* [What to do] Search the data below for the string "Serialize" and copy all lines where it shows up.

* [Excerpted data]
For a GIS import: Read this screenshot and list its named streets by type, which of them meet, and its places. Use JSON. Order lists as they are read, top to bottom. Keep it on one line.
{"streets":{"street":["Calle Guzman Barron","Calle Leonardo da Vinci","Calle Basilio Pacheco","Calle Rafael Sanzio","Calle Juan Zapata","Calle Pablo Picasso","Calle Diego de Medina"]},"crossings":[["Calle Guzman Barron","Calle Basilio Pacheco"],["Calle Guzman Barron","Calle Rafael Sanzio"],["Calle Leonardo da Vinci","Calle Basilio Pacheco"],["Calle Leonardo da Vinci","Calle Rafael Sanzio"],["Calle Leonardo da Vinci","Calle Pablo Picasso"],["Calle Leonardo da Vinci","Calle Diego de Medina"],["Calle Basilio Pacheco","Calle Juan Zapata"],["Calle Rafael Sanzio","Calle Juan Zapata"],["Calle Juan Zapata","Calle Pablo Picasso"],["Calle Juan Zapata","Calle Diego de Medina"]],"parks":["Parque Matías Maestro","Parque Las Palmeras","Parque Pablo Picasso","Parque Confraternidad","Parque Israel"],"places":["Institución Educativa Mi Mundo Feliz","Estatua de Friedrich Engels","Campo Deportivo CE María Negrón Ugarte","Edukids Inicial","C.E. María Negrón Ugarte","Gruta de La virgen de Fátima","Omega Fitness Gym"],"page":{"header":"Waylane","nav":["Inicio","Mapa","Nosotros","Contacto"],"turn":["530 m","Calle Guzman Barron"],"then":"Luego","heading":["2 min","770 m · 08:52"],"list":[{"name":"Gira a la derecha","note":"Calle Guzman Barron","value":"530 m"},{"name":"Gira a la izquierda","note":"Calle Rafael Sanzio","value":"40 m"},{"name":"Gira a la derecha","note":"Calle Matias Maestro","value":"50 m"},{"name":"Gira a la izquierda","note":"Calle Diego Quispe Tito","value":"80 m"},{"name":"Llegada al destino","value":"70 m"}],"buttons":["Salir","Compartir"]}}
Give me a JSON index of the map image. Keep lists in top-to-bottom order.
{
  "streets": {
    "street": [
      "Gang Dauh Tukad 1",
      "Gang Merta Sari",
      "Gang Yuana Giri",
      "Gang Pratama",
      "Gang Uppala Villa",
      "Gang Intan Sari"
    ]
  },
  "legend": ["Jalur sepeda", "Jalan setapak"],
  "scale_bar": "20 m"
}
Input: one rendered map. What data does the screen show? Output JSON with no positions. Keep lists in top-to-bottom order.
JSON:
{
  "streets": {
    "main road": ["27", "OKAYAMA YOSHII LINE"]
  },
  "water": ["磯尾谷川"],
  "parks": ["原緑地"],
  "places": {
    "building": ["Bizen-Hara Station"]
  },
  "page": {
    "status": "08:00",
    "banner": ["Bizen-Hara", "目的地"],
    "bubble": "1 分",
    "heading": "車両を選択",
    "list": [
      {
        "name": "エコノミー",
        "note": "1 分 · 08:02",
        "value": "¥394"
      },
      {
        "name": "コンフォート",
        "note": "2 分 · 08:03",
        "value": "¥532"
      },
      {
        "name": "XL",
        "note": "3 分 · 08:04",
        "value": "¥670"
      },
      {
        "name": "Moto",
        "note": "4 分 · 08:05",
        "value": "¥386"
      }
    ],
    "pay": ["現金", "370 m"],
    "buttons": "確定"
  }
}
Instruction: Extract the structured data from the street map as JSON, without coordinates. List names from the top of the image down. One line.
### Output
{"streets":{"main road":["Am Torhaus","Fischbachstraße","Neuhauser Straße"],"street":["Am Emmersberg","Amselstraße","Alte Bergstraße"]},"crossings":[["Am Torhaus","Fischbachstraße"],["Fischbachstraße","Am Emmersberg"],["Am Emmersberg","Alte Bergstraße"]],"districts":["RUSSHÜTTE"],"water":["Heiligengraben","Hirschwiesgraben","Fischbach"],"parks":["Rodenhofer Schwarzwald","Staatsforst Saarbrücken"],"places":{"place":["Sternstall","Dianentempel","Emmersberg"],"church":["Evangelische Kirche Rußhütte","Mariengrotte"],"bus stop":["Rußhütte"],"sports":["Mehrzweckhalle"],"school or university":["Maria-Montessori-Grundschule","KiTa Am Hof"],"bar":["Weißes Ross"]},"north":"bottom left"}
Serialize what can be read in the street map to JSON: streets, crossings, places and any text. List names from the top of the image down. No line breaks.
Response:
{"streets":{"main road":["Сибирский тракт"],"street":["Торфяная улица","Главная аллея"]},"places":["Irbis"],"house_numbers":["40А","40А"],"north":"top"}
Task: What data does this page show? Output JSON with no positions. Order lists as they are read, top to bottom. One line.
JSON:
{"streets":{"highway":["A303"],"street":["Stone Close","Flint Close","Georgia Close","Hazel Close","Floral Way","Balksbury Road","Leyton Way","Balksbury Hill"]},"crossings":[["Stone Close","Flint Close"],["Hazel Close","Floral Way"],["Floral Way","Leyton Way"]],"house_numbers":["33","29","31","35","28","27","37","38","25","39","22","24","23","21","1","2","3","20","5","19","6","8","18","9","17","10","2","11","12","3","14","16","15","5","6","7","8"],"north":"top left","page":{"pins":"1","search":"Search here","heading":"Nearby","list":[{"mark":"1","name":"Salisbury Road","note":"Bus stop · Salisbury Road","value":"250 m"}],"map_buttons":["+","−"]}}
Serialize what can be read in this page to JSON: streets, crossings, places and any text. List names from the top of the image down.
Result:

* [Written answer]
Serialize what can be read in the street map to JSON: streets, crossings, places and any text. List names from the top of the image down. No line breaks.
Serialize what can be read in this page to JSON: streets, crossings, places and any text. List names from the top of the image down.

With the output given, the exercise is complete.